[DATA PROVIDED — start]
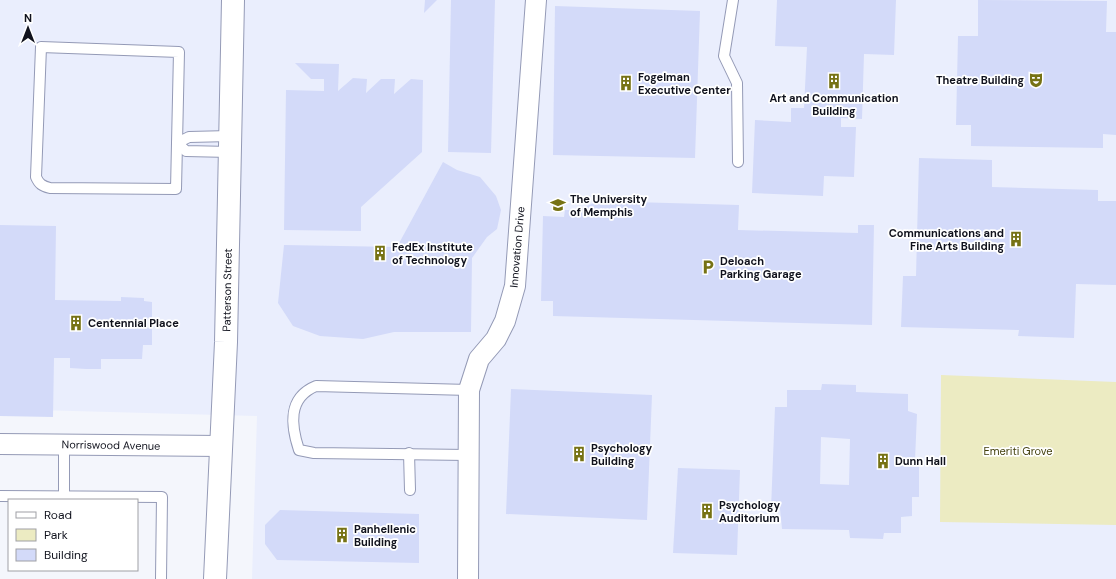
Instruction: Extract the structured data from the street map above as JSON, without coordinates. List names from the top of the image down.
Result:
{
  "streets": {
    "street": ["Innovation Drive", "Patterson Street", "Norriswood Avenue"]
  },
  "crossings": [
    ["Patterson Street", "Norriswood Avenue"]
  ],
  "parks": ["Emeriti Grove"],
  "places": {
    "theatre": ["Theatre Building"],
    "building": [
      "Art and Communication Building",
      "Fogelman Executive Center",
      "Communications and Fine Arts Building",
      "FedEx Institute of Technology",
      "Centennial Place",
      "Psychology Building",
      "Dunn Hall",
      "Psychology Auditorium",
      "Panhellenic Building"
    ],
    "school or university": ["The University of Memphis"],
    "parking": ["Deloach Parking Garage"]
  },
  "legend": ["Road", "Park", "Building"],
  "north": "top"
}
[DATA PROVIDED — finish]
**PROMPT**. All entries above should be printed exactly, though without their pictures.

**EXPECTED OUTPUT**.
Instruction: Extract the structured data from the street map above as JSON, without coordinates. List names from the top of the image down.
Result:
{
  "streets": {
    "street": ["Innovation Drive", "Patterson Street", "Norriswood Avenue"]
  },
  "crossings": [
    ["Patterson Street", "Norriswood Avenue"]
  ],
  "parks": ["Emeriti Grove"],
  "places": {
    "theatre": ["Theatre Building"],
    "building": [
      "Art and Communication Building",
      "Fogelman Executive Center",
      "Communications and Fine Arts Building",
      "FedEx Institute of Technology",
      "Centennial Place",
      "Psychology Building",
      "Dunn Hall",
      "Psychology Auditorium",
      "Panhellenic Building"
    ],
    "school or university": ["The University of Memphis"],
    "parking": ["Deloach Parking Garage"]
  },
  "legend": ["Road", "Park", "Building"],
  "north": "top"
}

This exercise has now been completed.